### Exercise directions
Copy each line of the entries that contains the word "block".

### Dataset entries

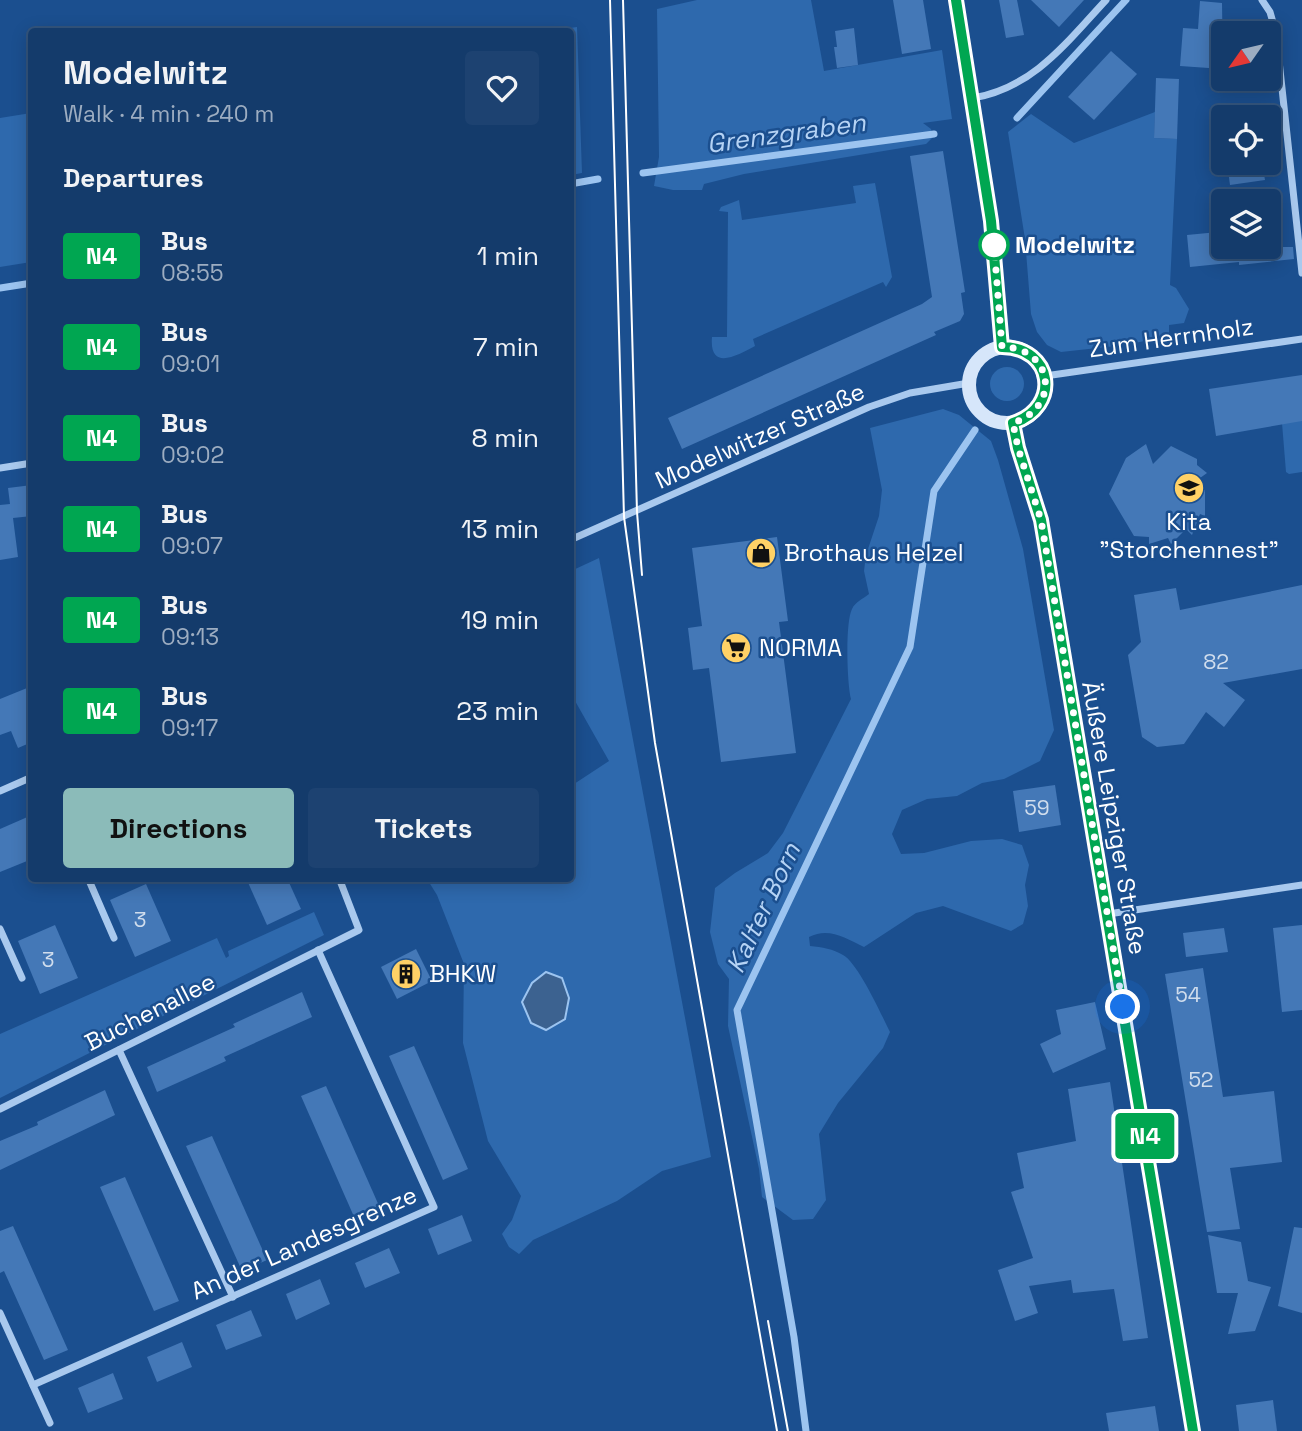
<!DOCTYPE html>
<meta charset="utf-8">
<style>
body{margin:0;font-family:"Space Grotesk",sans-serif;background:#1d4271;color:#f1f3f6;height:100vh;display:flex;flex-direction:column;font-size:26px;white-space:nowrap}
*{box-sizing:border-box;margin:0}
p{font-size:23px;color:#9dadc1}
.icon{flex:none;width:38px;height:38px;fill:none;stroke:currentColor;stroke-width:2;stroke-linecap:round;stroke-linejoin:round}
.map{position:relative;flex:1;overflow:hidden}
.details{position:absolute;left:28px;top:28px;width:546px;height:854px;display:flex;flex-direction:column;background:#143b6b;border-radius:7px;box-shadow:0 4px 18px #0003,0 0 0 2px #33557e}
.details>*{flex:none}
.badge{padding:0 14px;border-radius:5px;font-size:24px;line-height:46px}
.needle{width:46px;rotate:236deg}
.fabs{position:absolute;left:1211px;top:21px;display:grid;gap:14px}
.fabs a{display:grid;place-items:center;width:70px;height:70px;border-radius:7px;background:#143b6b;box-shadow:0 4px 18px #0003,0 0 0 2px #33557e;font-size:35px}
.you{position:absolute;width:35px;height:35px;margin:-18px;border:5px solid #fff;border-radius:50%;background:#1a73e8;box-shadow:0 0 0 10px #1a73e833}
.map>.badge{position:absolute;translate:-50% -50%;box-shadow:0 0 0 4px #fff}
h2{padding:0 35px;font-size:26px;line-height:63px}
.round{display:grid;place-items:center;flex:none;width:74px;height:74px;border-radius:7px;background:#1d4271}
.head{display:flex;align-items:center;justify-content:space-between;height:119px;padding:0 35px}
h1{font-size:33px;font-weight:600;line-height:52px}
.cta{display:flex;gap:14px;margin-top:auto;padding:14px 35px}
.cta a{flex:1;height:80px;border-radius:7px;background:#8bbbb9;color:#111;font-size:28px;font-weight:600;line-height:80px;text-align:center}
.cta a+a{background:#1d4271;color:#f1f3f6}
ul{padding:0;list-style:none}
li{display:flex;align-items:center;gap:21px;height:91px;padding:0 35px}
li div{flex:1}
li b{display:block;font-size:26px}
li em{font-style:normal}
li .badge{min-width:77px;font-weight:700;text-align:center}
.map>svg:first-child{display:block}
.green{fill:#2e69ad}
.water{fill:#3c6290;stroke:#9cc4f0;stroke-width:2}
.lines{fill:none;stroke-linecap:round;stroke-linejoin:round}
.stream{stroke:#9cc4f0;stroke-width:7}
.building{fill:#4478b7}
.street{stroke:#a9c9ee;stroke-width:7}
.secondary{stroke:#d6e6fa;stroke-width:14}
.tram{stroke:#fff;stroke-width:2}
.line-casing{stroke:#fff;stroke-width:16}
.line{stroke:#00a651;stroke-width:10}
.walk{stroke:#fff;stroke-width:7;stroke-dasharray:0 12.6}
.stop-dot{fill:#fff;stroke:#00a651;stroke-width:3.5}
.labels{text-anchor:middle;stroke-width:5;stroke-linejoin:round;paint-order:stroke}
.number-label{font-size:21px;fill:#d0dded}
.stop-label{font-size:24px;font-weight:bold;fill:#fff;stroke:#1b4f8f;text-anchor:start}
.street-label{font-size:24px;fill:#fff;stroke:#1b4f8f}
.poi-label{font-size:24px;fill:#fff;stroke:#1b4f8f;text-anchor:start}
.water-label{font-size:26px;font-style:italic;fill:#b5d3f5;stroke:#1b4f8f}
</style>
<div class="map">
<svg width="1302" height="1431" viewBox="0 0 1302 1431">
<rect width="100%" height="100%" fill="#1b4f8f"/>
<g class="green">
<path d="M697,0H811L824,71L942,50L952,119L923,123L931,129L933,137L926,144L744,174L704,184L702,190H673L654,186L659,157L657,9Z"/>
<path d="M577,27L582,173L571,175L570,32L550,31Z"/>
<path d="M1155,112L1154,138L1177,139L1170,285L1176,288L1189,309L1184,323L1169,325V336L1125,345L1061,352L1047,345L1037,332L1031,314L1025,239L1008,132L1031,114L1074,143Z"/>
<path d="M31,113V262L0,267V118Z"/>
<path d="M875,183L892,277L886,287L883,282L753,339L755,346C738,355 709,372 712,337H727L728,212L719,211L721,207L739,200L742,220L856,203L853,186Z"/>
<circle cx="1007" cy="384" r="17"/>
<path d="M943,409L959,415L991,441L998,460L1023,549L1054,730L1040,761L1004,779L982,783L957,796L927,799L902,810L892,834L901,854L924,853L971,841L1002,839L1022,845L1029,865L1025,885L1028,906L1023,924L1011,931L943,906L916,913L864,947C845,938 829,927 809,937L810,946C822,947 833,949 843,955C858,963 881,1014 890,1032L883,1048L838,1103L819,1134L826,1200L813,1219L793,1220L762,1197L759,1169L728,1026L729,979L718,964L710,932L715,888L735,873L768,853L783,833L851,699C847,684 845,623 852,609C855,602 863,599 869,594L864,571L866,555L879,516L882,490L870,428Z"/>
<path d="M1302,415V472L1289,474L1286,472L1282,423Z"/>
<path d="M599,558L711,1157L662,1171L617,1201L533,1240L519,1254L509,1247L502,1234L512,1220L521,1196L488,1141L463,1043L464,964L437,895L427,879L570,878L571,786L609,761L570,692L571,571Z"/>
<path d="M314,912L324,935L0,1098V1034L217,938L226,958L229,956L228,951Z"/>
</g>
<path class="water" d="M546,972L562,978L569,998L565,1019L546,1030L531,1023L522,1002L532,983Z"/>
<g class="lines">
<g class="stream">
<path d="M1017,118L1126,0"/>
<path d="M643,173L934,134"/>
<path d="M570,184L598,179"/>
<path d="M0,288L32,283"/>
<path d="M806,1431L794,1337L737,1010L910,647L934,491L975,430"/>
</g>
</g>
<g class="building">
<path d="M893,0H923L931,49L902,54Z"/>
<path d="M999,0H1017L1024,35L1006,38Z"/>
<path d="M1031,0H1084L1059,27Z"/>
<path d="M1200,1L1222,3L1223,69L1180,66L1183,28L1198,29Z"/>
<path d="M854,28L858,65L837,68L834,47H837L835,31Z"/>
<path d="M1111,51L1137,74L1094,120L1068,97Z"/>
<path d="M1156,78L1179,79L1177,139L1154,138Z"/>
<path d="M943,151L965,292L961,293L964,314L960,321L934,332L936,335L682,449L668,418L922,304L932,297L910,156Z"/>
<path d="M1227,163H1262L1265,180L1230,185Z"/>
<path d="M1218,232L1220,247H1293L1294,259L1239,265V262L1190,267L1187,235Z"/>
<path d="M1302,375V421L1216,436L1209,389Z"/>
<path d="M1146,444L1153,464L1171,446L1197,459V465L1207,473L1189,486L1205,490V516L1200,514L1192,535L1186,529L1171,544L1168,538L1149,544V537L1134,536L1109,494L1126,458Z"/>
<path d="M32,485V516L13,518L18,557L0,560V505L10,504L8,488Z"/>
<path d="M777,537L788,621L779,622L796,753L721,762L709,668L693,670L688,628L702,626L692,548Z"/>
<path d="M1302,585V669L1223,683L1245,700L1224,727L1206,712L1184,744L1157,747L1142,737L1128,655L1141,642L1134,595L1176,588L1180,610Z"/>
<path d="M32,686V742L18,748L11,731L0,735V699Z"/>
<path d="M1055,785L1061,825L1019,832L1013,791Z"/>
<path d="M32,815V859L0,872V829Z"/>
<path d="M246,878H287L301,909L267,925Z"/>
<path d="M146,884L171,941L135,957L110,900Z"/>
<path d="M55,925L78,978L40,994L18,941Z"/>
<path d="M1302,925V1010L1282,1012L1273,928Z"/>
<path d="M1224,928L1228,952L1186,957L1183,933Z"/>
<path d="M416,949L432,981L397,999L381,967Z"/>
<path d="M1203,968L1223,1097L1274,1091L1282,1162L1230,1168L1240,1229L1207,1232L1165,974Z"/>
<path d="M302,992L312,1017L224,1057L226,1061L157,1092L147,1067L235,1027L233,1024Z"/>
<path d="M1095,1002L1106,1049L1053,1073L1040,1044L1061,1034L1056,1010Z"/>
<path d="M414,1046L468,1169L443,1180L389,1056Z"/>
<path d="M1110,1082L1148,1338L1123,1341L1114,1289L1073,1293L1071,1280L1029,1286L1038,1313L1015,1321L998,1270L1033,1258L1011,1192L1024,1188L1017,1153L1076,1141L1068,1089Z"/>
<path d="M326,1086L380,1208L355,1219L301,1096Z"/>
<path d="M105,1090L115,1115L0,1170V1141L38,1125L37,1122Z"/>
<path d="M212,1136L267,1260L242,1271L186,1146Z"/>
<path d="M125,1177L179,1301L154,1311L100,1187Z"/>
<path d="M462,1215L472,1241L438,1255L428,1229Z"/>
<path d="M13,1226L68,1350L44,1360L4,1271L0,1273V1231Z"/>
<path d="M1294,1227L1302,1228V1313L1278,1306Z"/>
<path d="M1208,1235L1241,1242L1248,1281L1271,1287L1255,1331L1228,1334L1238,1293H1217Z"/>
<path d="M389,1248L400,1273L365,1288L355,1263Z"/>
<path d="M320,1279L330,1304L296,1320L286,1294Z"/>
<path d="M251,1310L262,1336L226,1350L216,1325Z"/>
<path d="M182,1342L192,1367L157,1382L147,1357Z"/>
<path d="M113,1373L123,1399L88,1413L78,1388Z"/>
<path d="M1273,1400L1277,1431H1239L1236,1405Z"/>
<path d="M1155,1406L1159,1431H1109L1106,1413Z"/>
</g>
<g class="lines">
<g class="street">
<path d="M1262,0L1270,12L1276,33L1302,273"/>
<path d="M973,98C1033,88 1066,43 1106,0"/>
<path d="M1045,376L1302,339"/>
<path d="M0,468L32,463"/>
<path d="M570,540L869,407L910,393L969,383"/>
<path d="M0,791L32,777"/>
<path d="M88,878L114,938"/>
<path d="M1108,914L1302,885"/>
<path d="M0,929L22,978"/>
<path d="M119,1050L233,1297"/>
<path d="M0,1109L359,930L339,878"/>
<path d="M0,1313L50,1423"/>
<path d="M33,1385L434,1207L318,950"/>
</g>
<g class="secondary">
<path d="M956,0L991,221L1002,347"/>
<circle cx="1007" cy="385" r="38"/>
<path d="M1013,423L1018,448L1041,520L1193,1431"/>
</g>
<g class="tram">
<path d="M610,0L624,517L655,743L777,1431"/>
<path d="M623,0L637,512L642,575"/>
<path d="M768,1321L788,1431"/>
</g>
</g>
<g class="lines">
<g class="line-casing">
<path id="line" d="M956,0L991,221L1002,347C1053,347 1062,407 1013,423L1018,448L1041,520L1193,1431"/>
</g>
<use href="#line" class="line"/>
<path class="walk" d="M994,245L1002,347C1053,347 1062,407 1013,423L1018,448L1041,520L1123,1007"/>
</g>
<defs>
<g id="school-disc" transform="scale(1.575)"><circle r="9.5" fill="#ffd166" stroke="#1b4f8f"/><path d="M0-5L7-2L0 1L-7-2ZM-4 1L0 2.5L4 1V4Q0 6-4 4Z" fill="#111"/></g>
<g id="shop-disc" transform="scale(1.575)"><circle r="9.5" fill="#ffd166" stroke="#1b4f8f"/><path d="M-5-2.5h2.3a2.7 3.5 0 0 1 5.4 0H5L5.5 6h-11ZM-1.5-2.5h3a1.5 2.3 0 0 0-3 0Z" fill="#111"/></g>
<g id="supermarket-disc" transform="scale(1.575)"><circle r="9.5" fill="#ffd166" stroke="#1b4f8f"/><path d="M-6-5.5h2.5l.6 2H6L4.5 2H-2.5L-4.4-4H-6ZM-1.5 3.2a1.3 1.3 0 1 0 .1 0ZM3 3.2a1.3 1.3 0 1 0 .1 0Z" fill="#111"/></g>
<g id="building-disc" transform="scale(1.575)"><circle r="9.5" fill="#ffd166" stroke="#1b4f8f"/><path d="M-4-6H4V6H1V3H-1V6H-4ZM-2.5-4.3h1.7v1.8h-1.7ZM.8-4.3h1.7v1.8H.8ZM-2.5-1h1.7V.8h-1.7ZM.8-1h1.7V.8H.8Z" fill="#111"/></g>
</defs>
<g fill-rule="evenodd">
<use href="#school-disc" x="1189" y="488"/>
<use href="#shop-disc" x="761" y="553"/>
<use href="#supermarket-disc" x="736" y="648"/>
<use href="#building-disc" x="406" y="974"/>
</g>
<circle class="stop-dot" cx="994" cy="245" r="14"/>
<g class="labels">
<g class="number-label">
<text x="1216" y="669">82</text>
<text x="1037" y="815">59</text>
<text x="140" y="927">3</text>
<text x="48" y="967">3</text>
<text x="1188" y="1002">54</text>
<text x="1201" y="1087">52</text>
</g>
<g class="stop-label">
<text x="1015" y="253">Modelwitz</text>
</g>
<g class="street-label">
<text transform="translate(1171 338) rotate(-8)" y="8">Zum Herrnholz</text>
<text transform="translate(760 436) rotate(-24)" y="8">Modelwitzer Straße</text>
<text transform="translate(1114 818) rotate(80)" y="8">Äußere Leipziger Straße</text>
<text transform="translate(150 1012) rotate(-27)" y="8">Buchenallee</text>
<text transform="translate(304 1243) rotate(-24)" y="8">An der Landesgrenze</text>
</g>
<g class="poi-label">
<text x="1189" y="530" text-anchor="middle">Kita<tspan x="1189" dy="28">"Storchennest"</tspan></text>
<text x="784" y="561">Brothaus Helzel</text>
<text x="759" y="656">NORMA</text>
<text x="429" y="982">BHKW</text>
</g>
<g class="water-label">
<text transform="translate(786 133) rotate(-8)" y="9">Grenzgraben</text>
<text transform="translate(763 908) rotate(-65)" y="9">Kalter Born</text>
</g>
</g>
</svg>
<div class="fabs">
<a><svg class="needle" viewBox="-14 -14 28 28"><path d="M0-13l5 13h-10z" fill="#e53935"/><path d="M0 13l5-13h-10z" fill="#9dadc1"/></svg></a>
<a><svg class="icon" aria-label="locate" viewBox="0 0 24 24"><circle cx="12" cy="12" r="6"/><path d="M12 2v4M12 18v4M2 12h4M18 12h4"/></svg></a>
<a><svg class="icon" aria-label="layers" viewBox="0 0 24 24"><path d="M12 4l9 5-9 5-9-5zM3 14l9 5 9-5"/></svg></a>
</div>
<div class="you" style="left:1123px;top:1007px"></div>
<b class="badge" style="left:1145px;top:1136px;background:#00a651;color:#fff">N4</b>
<section class="details">
<div class="head"><div><h1>Modelwitz</h1><p>Walk · 4 min · 240 m</p></div><a class="round"><svg class="icon" aria-label="heart" viewBox="0 0 24 24"><path d="M12 20l-8-8c-3-5 5-10 8-4 3-6 11-1 8 4z"/></svg></a></div>
<h2>Departures</h2>
<ul>
<li><span class="badge" style="background:#00a651;color:#fff">N4</span><div><b>Bus</b><p>08:55</p></div><em>1 min</em></li>
<li><span class="badge" style="background:#00a651;color:#fff">N4</span><div><b>Bus</b><p>09:01</p></div><em>7 min</em></li>
<li><span class="badge" style="background:#00a651;color:#fff">N4</span><div><b>Bus</b><p>09:02</p></div><em>8 min</em></li>
<li><span class="badge" style="background:#00a651;color:#fff">N4</span><div><b>Bus</b><p>09:07</p></div><em>13 min</em></li>
<li><span class="badge" style="background:#00a651;color:#fff">N4</span><div><b>Bus</b><p>09:13</p></div><em>19 min</em></li>
<li><span class="badge" style="background:#00a651;color:#fff">N4</span><div><b>Bus</b><p>09:17</p></div><em>23 min</em></li>
</ul>
<div class="cta"><a>Directions</a><a>Tickets</a></div>
</section>
</div>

### Answer area
li b{display:block;font-size:26px}
.map>svg:first-child{display:block}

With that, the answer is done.